The first cookbook I ever bought (with the exception of a honey heavy Winnie the Pooh cookbook in grade school) was Maideh Mazda's In a Persian Kitchen. I remember my father asking me as I searched across town for Middle Eastern markets at which to procure exotic sounding spices, pomegranate syrup and grape leaves (back during the great grape leaf famine of days of yore, it was more difficult to find them than it is now), if I couldn't just learn to cook something "normal". But that would have taken the adventure out if it! Half the fun is seeing how things will turn out. It's like a culinary grab bag. Sometimes you get oyster gack, sometimes you get a taste of heaven.

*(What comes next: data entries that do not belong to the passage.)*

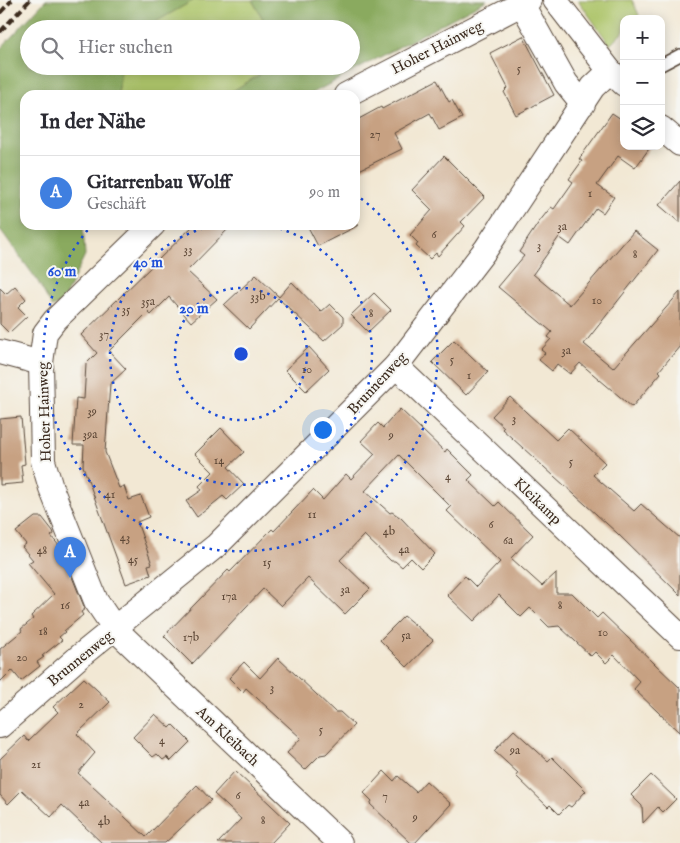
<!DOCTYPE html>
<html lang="de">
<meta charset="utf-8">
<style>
body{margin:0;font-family:"IM FELL English",serif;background:#f7f7f7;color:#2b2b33}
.controls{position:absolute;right:15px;top:15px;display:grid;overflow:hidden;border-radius:10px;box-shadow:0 2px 12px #0003}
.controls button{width:45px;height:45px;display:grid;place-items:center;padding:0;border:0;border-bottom:1px solid #e1e1e2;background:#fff;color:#2b2b33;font:25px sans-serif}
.you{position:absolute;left:322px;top:429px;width:18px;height:18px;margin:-12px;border:4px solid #fff;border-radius:50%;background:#1a73e8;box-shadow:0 0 0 8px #1a73e833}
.badge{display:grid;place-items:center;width:32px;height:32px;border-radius:50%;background:#1f6fb2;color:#fff;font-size:16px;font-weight:700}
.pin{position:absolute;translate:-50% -41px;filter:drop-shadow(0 1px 2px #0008)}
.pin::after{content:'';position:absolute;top:26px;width:18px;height:15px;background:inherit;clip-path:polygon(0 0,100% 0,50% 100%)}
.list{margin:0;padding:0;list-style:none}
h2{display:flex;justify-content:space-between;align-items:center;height:65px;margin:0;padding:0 20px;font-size:21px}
h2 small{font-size:16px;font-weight:400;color:#7c7c81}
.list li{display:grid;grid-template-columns:32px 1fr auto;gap:15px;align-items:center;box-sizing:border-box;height:75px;padding:0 20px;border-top:1px solid #e1e1e2}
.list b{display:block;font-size:19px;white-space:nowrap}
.list p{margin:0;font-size:16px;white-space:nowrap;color:#7c7c81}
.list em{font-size:16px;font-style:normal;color:#7c7c81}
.icon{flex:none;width:28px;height:28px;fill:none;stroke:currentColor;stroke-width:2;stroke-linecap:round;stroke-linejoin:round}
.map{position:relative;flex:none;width:680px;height:843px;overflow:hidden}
.search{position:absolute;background:#fff;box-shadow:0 2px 12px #0003;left:20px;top:20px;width:340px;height:55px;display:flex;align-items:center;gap:12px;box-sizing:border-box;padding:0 18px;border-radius:28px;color:#7c7c81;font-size:19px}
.panel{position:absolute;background:#fff;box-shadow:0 2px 12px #0003;left:20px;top:90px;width:340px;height:140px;border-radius:15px}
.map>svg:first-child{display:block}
</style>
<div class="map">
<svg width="680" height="843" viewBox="0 0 680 843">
<rect width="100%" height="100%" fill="#f6f6f2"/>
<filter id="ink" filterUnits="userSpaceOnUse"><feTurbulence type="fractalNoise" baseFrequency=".02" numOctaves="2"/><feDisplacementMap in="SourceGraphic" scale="10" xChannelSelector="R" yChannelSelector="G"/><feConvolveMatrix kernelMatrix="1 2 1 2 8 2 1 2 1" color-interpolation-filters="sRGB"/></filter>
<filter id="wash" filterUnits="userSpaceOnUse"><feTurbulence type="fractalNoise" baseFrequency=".0096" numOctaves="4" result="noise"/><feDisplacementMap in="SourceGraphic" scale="20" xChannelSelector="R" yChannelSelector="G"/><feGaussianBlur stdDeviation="1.12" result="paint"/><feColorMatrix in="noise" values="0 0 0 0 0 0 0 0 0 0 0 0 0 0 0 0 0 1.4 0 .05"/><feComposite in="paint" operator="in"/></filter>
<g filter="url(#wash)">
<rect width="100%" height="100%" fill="#f2e8d4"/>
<g fill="#adc56a" stroke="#747844">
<path d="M194 0H252L269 29H143Z"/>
<path d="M578 0H632L639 15 635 19H624V31L610 45Z"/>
<path d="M121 66H274L226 95H118Z"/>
</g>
<g fill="#8aaa5e" stroke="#626a3e">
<path d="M46 0H194L143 29H29V66H121L118 95H25V225H83L85 255 62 303 52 307 37 280 0 229V49Z"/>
<path d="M252 0H487L309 95H226L274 66H351V29H269Z"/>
</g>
<g id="blocks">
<g fill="#c7a182">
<path d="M523 36 554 95 516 115 504 92 508 88 490 53Z"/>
<path d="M437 80 449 102 452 100 462 118 439 130 430 113 394 133 402 149 355 172V121L381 107 382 109Z"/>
<path d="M612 113 624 121V146H651L635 168 618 156 597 185 614 197 603 213 596 208 570 245 559 237 533 274 570 305 634 231 658 250 584 344 613 368 680 292V346L659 371 661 373 632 407 580 363 570 374 557 364 552 371 539 360 545 353 541 350 551 339 548 337 552 332 498 287 524 256 519 252 539 222 551 207 554 209 573 182 569 179 582 161 579 159Z"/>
<path d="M444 156 485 197 461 222 465 226 438 256 436 253 430 259 416 246 418 243 410 235 432 210 412 190Z"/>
<path d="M680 181V223L659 205Z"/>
<path d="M194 225H232L187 271 217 299 191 322 169 297 151 315 148 312 109 351 126 369 110 384 105 452 119 488 124 486 129 500 141 496 149 517 137 522 152 564 148 565 151 575 126 584 83 466 84 445H73L76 398 84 399 86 364 97 353 81 335Z"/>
<path d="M307 225H359L318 246Z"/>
<path d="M256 275 279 297 292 282 321 312 330 304 343 317V324L324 341 278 298 249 329 224 305Z"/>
<path d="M15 286 26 299 18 307 27 316 9 333 0 324V288L6 294Z"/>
<path d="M374 293 391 310 368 332 351 315Z"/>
<path d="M454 340 488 372 466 395 432 362Z"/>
<path d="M309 347 329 369 306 391 285 370Z"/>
<path d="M510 397 556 440 568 428 605 463 593 475 634 511 641 504 680 538V595L617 533 502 429 504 427 492 416Z"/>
<path d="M400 409 445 452 447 449 473 475 468 480 495 506 499 502 533 535 511 558 542 586 556 573V593H572L597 618 602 613 680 688V733L634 689 640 682 614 655 606 663 595 652 591 656 559 626 549 627 530 608 521 617 499 595 474 621 447 595 465 576 476 587 500 562 447 511 451 507 399 455 365 491 390 513 392 512 401 518 435 554 421 568 411 558 402 567 395 561H391L364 535 340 560 370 589 345 614 308 578 281 606 263 589 192 664 164 636 228 570 230 572 272 529 274 531 313 490 323 500 346 474 351 479 375 454 361 441 378 423 383 428Z"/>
<path d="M21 417 25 464 21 465 23 483 0 485V419Z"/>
<path d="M221 428 244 452 228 467 244 484 227 500 223 496 197 517 186 501 202 490 199 486 213 472 195 454Z"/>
<path d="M35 517H42L53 531 54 534 51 536 60 547 85 609 81 612 83 615 64 631 65 632 59 637 62 640 42 656 44 657 37 662 40 666 21 681 12 670 0 682V649L22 631 21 629 33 619 31 616 54 594 28 563 33 560 22 547 26 544 16 532Z"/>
<path d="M404 616 433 640 407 667 380 640Z"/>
<path d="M278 658 335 712H340L354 725 326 754 320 755 305 770 287 753 301 738 246 688 243 692 229 678 244 662 260 678Z"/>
<path d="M84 678 110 702 77 734 95 753 78 773 106 799 146 837 197 785 211 800 165 843H102L62 805 51 817 22 790 8 804 0 795V759L24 736 28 741 58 712 53 707Z"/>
<path d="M155 714 170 728 173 725 190 742 171 761 167 757 163 760 157 754 153 757 133 737Z"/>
<path d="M514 730 548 761 552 757 586 791 571 807 568 805 559 814 550 805 548 807 516 776 518 773 494 751Z"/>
<path d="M235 771 290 823 271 843H218L241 819 214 794Z"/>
<path d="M384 771 394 781 398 776 416 792 426 781 451 804 415 843H411L370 804 372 801 364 793Z"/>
<path d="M651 775 676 799 663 812 658 807 643 823 642 806 631 795Z"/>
</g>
</g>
</g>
<g filter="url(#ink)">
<use href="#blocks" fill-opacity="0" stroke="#564639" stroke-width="1"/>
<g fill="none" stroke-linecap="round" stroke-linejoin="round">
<defs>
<path id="service" d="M661 65 680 55"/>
<g id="minor">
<path d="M555 0 610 71 624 84"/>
<path d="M522 4 566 83 583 104"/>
<path d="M346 95 529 0"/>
<path d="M661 128 680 144"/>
<path d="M153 225 55 320 45 333 41 363 43 461 51 488 96 601 115 629 340 843"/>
<path d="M0 352 41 363"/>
<path d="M396 366 680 636"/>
<path d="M0 726 80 656 217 545 396 366 486 249 593 87 610 71"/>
</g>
</defs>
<use href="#service" stroke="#564639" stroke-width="14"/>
<use href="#minor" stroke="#564639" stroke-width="26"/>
<use href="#service" stroke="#fff" stroke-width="11"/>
<use href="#minor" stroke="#fff" stroke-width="24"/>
<g stroke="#3b2a1e" stroke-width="4" stroke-dasharray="8 4" stroke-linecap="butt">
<path d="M0 13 12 0"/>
<path d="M0 32 30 0"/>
</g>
</g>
</g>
<g fill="none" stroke="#1d4ed8" stroke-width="2.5" stroke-dasharray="2.5 5">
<circle cx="241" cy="354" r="66"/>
<path d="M265 225A131 131 0 1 1 217 225"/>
<path d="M355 194A197 197 0 1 1 91 226"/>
</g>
<g text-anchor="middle" stroke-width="4" stroke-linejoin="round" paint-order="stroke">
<g font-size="12" fill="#5e4837">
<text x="519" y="72">5</text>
<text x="375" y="138">27</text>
<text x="590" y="197">1</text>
<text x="562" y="230">3a</text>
<text x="434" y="238">6</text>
<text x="539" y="249">3</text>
<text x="188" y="253">33</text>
<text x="635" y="258">8</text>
<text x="258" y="300">33b</text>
<text x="597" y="304">10</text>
<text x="148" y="305">35a</text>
<text x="126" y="313">35</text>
<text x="371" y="317">8</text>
<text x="104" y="338">37</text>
<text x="566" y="354">3a</text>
<text x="452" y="363">5</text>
<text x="307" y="373">10</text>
<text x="469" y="379">1</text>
<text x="92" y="415">39</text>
<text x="514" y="422">3</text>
<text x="90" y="438">39a</text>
<text x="391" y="439">9</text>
<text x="219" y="464">14</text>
<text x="571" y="465">5</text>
<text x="448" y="480">4</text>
<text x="110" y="498">41</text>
<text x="312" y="518">11</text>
<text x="491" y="528">6</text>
<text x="389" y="535">4b</text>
<text x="125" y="541">43</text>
<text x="508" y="544">6a</text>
<text x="404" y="553">4a</text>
<text x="42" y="554">48</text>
<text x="133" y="563">45</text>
<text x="267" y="566">15</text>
<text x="345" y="593">3a</text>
<text x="229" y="600">17a</text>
<text x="65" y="609">16</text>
<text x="560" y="609">8</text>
<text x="43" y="635">18</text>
<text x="603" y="636">10</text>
<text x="406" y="639">5a</text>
<text x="191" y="641">17b</text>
<text x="22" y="661">20</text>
<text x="272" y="691">3</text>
<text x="81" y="708">2</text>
<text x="321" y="733">5</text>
<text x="162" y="744">4</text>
<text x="515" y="754">9a</text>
<text x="36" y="768">21</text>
<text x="238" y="799">6</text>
<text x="385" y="800">7</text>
<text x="84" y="806">4a</text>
<text x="415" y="821">9</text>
<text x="263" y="824">8</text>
<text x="104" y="825">4b</text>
</g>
<g font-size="15" fill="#3b2a1e" stroke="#f6f6f2">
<text transform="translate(437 47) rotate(-27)" y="5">Hoher Hainweg</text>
<text transform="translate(377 383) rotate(-47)" y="5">Brunnenweg</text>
<text transform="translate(44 412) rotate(-92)" y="5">Hoher Hainweg</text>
<text transform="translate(538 501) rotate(44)" y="5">Kleikamp</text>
<text transform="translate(80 658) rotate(-39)" y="5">Brunnenweg</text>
<text transform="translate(228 736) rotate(43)" y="5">Am Kleibach</text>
</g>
</g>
<circle cx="241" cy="354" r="8" fill="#1d4ed8" stroke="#f6f6f2" stroke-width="2.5"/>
<g font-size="15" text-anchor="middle" font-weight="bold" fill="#1d4ed8" stroke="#f6f6f2" stroke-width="4" stroke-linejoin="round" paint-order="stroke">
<text x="148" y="267">40 m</text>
<text x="62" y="276">60 m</text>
<text x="194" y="313">20 m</text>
</g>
</svg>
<div class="controls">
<button>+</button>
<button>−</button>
<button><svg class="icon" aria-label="layers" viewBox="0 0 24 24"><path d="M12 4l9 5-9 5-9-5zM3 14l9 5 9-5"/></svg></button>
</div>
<div class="you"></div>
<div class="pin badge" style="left:70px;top:578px;background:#3f7fe0">A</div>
<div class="search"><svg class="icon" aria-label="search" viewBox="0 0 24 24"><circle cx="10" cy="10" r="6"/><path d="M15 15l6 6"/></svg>Hier suchen</div>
<section class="panel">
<h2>In der Nähe<small></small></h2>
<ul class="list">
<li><span class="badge" style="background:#3f7fe0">A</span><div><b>Gitarrenbau Wolff</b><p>Geschäft</p></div><em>90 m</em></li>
</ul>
</section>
</div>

Unfortunately, work makes it difficult to be motivated to do a lot of cooking during the week, but once a week on the weekends seems a reasonable goal as I try to get back into my abandoned habit of cooking something special once in a while. My first project has been to explore May Bsisu's gorgeous book, The Arab Table. The pictures alone make the book worthwhile, but she makes it even more captivating by adding little cultural tidbits to the intros of each recipe. So far I've tried her recipe for Monazallet bi aswad (eggplant with ground beef, which I sadly have to admit I did not love) and a slightly modified version of her recipe for Lebanese Meat Pies (which I really did love and plan to eat again and as often as possible!).

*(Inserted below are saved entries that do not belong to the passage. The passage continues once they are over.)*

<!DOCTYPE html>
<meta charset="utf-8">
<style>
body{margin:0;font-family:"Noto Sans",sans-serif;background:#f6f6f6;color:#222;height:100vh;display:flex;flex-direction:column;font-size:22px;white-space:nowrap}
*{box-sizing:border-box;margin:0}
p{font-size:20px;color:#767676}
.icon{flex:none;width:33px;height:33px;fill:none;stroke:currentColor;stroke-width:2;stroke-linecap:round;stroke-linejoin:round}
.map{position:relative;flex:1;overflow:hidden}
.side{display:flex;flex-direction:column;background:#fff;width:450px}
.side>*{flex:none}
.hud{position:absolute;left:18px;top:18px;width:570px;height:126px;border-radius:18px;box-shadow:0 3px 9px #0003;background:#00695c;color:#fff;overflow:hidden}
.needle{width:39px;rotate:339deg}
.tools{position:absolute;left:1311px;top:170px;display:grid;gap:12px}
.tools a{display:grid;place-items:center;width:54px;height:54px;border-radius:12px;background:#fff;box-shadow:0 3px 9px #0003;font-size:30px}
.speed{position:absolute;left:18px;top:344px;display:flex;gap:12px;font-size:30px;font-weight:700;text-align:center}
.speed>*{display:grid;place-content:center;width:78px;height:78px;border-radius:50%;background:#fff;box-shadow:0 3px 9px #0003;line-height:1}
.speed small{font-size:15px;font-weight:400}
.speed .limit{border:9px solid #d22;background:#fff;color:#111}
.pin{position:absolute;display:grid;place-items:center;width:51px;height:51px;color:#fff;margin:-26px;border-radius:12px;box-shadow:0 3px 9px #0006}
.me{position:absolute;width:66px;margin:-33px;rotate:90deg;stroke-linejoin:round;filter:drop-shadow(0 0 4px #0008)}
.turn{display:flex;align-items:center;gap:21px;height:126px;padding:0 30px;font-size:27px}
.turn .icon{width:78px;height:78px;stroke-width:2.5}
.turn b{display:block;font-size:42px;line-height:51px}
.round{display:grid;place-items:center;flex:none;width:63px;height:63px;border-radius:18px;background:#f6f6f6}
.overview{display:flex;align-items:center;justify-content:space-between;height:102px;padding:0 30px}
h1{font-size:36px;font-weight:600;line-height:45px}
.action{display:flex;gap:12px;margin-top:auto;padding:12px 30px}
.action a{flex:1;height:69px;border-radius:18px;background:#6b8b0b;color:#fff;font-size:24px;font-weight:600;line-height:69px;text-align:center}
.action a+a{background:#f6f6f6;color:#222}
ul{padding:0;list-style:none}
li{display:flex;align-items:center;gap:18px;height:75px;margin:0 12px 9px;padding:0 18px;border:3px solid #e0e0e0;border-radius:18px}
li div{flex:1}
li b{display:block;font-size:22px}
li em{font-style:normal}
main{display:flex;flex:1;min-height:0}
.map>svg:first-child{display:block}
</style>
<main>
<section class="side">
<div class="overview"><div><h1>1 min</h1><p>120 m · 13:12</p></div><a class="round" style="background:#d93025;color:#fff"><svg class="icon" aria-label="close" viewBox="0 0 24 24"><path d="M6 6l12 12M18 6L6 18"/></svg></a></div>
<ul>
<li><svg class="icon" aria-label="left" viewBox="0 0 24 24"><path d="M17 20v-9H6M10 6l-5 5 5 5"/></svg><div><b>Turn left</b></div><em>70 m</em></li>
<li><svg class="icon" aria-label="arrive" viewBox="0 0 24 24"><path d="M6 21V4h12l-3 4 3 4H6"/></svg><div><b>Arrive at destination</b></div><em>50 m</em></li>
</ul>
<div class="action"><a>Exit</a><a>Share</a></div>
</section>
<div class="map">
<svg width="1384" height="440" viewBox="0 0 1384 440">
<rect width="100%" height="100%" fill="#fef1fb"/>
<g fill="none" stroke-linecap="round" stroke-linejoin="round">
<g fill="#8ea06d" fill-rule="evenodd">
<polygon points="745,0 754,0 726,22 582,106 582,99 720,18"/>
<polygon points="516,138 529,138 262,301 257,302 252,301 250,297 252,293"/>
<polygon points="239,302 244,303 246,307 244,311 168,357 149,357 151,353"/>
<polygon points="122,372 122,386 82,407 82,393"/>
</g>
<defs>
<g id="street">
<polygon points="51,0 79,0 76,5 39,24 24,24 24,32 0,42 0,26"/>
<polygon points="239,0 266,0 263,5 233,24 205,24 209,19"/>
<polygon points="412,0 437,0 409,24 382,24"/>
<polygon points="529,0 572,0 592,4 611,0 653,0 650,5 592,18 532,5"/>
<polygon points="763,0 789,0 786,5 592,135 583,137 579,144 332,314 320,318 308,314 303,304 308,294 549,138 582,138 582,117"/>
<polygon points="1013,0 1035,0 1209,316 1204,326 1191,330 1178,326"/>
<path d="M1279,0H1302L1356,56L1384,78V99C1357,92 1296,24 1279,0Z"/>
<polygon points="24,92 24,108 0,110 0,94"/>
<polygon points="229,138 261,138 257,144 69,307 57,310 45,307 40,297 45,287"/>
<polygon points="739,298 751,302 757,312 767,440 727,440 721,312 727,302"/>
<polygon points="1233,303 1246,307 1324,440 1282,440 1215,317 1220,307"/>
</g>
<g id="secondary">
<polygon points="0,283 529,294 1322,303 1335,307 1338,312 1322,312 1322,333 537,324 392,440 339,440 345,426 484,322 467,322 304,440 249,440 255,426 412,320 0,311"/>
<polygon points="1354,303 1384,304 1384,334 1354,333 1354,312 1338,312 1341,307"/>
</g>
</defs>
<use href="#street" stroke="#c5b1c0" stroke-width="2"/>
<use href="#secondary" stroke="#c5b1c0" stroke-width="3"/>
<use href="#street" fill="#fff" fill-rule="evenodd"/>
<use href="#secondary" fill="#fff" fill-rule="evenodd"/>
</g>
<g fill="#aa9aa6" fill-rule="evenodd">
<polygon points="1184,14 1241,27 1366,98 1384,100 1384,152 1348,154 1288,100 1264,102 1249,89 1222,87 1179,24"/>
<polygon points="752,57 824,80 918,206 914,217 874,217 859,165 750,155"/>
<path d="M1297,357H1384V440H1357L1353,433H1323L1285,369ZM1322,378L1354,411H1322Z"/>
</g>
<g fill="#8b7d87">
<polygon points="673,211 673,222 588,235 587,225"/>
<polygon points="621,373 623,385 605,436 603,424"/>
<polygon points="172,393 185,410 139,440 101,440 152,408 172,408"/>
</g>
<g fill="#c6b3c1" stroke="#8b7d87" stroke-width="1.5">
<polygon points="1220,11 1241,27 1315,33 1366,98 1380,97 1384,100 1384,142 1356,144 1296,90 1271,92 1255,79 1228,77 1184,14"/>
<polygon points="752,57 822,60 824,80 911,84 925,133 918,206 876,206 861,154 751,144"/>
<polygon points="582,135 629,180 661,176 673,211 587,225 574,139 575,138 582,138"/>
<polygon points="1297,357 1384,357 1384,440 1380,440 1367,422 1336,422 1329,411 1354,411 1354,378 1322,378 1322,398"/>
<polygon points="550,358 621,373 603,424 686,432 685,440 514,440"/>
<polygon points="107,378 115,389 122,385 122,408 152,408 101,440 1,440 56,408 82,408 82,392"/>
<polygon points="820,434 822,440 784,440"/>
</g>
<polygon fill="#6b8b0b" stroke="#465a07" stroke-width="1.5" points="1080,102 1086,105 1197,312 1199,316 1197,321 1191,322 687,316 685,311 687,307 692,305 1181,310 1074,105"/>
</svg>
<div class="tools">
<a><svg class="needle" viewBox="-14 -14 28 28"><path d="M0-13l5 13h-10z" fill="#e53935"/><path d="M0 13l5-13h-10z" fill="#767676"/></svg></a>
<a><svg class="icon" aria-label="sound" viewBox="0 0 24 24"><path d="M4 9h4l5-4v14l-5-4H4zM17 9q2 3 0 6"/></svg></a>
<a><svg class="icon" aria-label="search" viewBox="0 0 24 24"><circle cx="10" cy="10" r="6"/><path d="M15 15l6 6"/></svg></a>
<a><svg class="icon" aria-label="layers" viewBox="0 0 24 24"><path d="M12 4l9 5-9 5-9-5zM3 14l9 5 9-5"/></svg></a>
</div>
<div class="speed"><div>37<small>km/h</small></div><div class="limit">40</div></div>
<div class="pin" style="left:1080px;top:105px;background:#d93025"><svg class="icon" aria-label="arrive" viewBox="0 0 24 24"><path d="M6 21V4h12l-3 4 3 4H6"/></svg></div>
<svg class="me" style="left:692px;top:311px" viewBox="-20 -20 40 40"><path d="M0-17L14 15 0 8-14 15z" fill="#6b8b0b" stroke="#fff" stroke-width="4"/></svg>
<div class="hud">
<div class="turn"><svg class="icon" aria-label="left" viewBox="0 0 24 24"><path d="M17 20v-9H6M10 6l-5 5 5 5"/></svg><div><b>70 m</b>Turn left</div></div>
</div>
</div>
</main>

These delicious, savory pastries were filled with a blend of ground beef, onions, tomatoes, pomegranate syrup, pine nuts and lovely autumn colored spices. My modifications consisted mostly of food processing the onions with the spices rather than chopping them and of accidentally adding a whole tablespoon of allspice rather than a teaspoon. Basically I'm inept and lazy. But you know what? It was all good anyway! The major difference between my version and hers, however, was that I am too lazy (have I mentioned that I'm lazy?) to make my own dough and opted to instead use phyllo dough sheets from the freezer section of the my grocery store. I was a little nervous at first. My phyllo dough experience centers mostly around stuffing my piehole with baklava, so I basically had no idea what I was doing. Somehow my first experience turned out to be phyllotastic anyway!
I'm not sure what the real recipe tastes like (I suspect the dough is heavier), but the combination of the thin layers of pastry brushed with olive oil was lovely with the filling, so I think it unlikely that I will do anything different when I make these again (other than possibly add raisins and tweak the baking time a little - it took a bit for me to figure out what the perfect amount was to evenly brown the pastry, as you can see from the early tries in the pic). We ate them accompanied by a salad of greens, dried cranberries, candied pecans, gorgonzola with raspberry vinagrette and a glass of riesling. Not very Middle Eastern, but still a delicious combination that complimented the pastries, which I think will inevitably make their way into dinner party rotation at some point in the not too distant future. Meanwhile, I have trying Bsisu's recipes for Semolina Pistachio Layer Cake, Shrimp with Garlic and Cilantro and Sweet Rice to keep me busy for a while!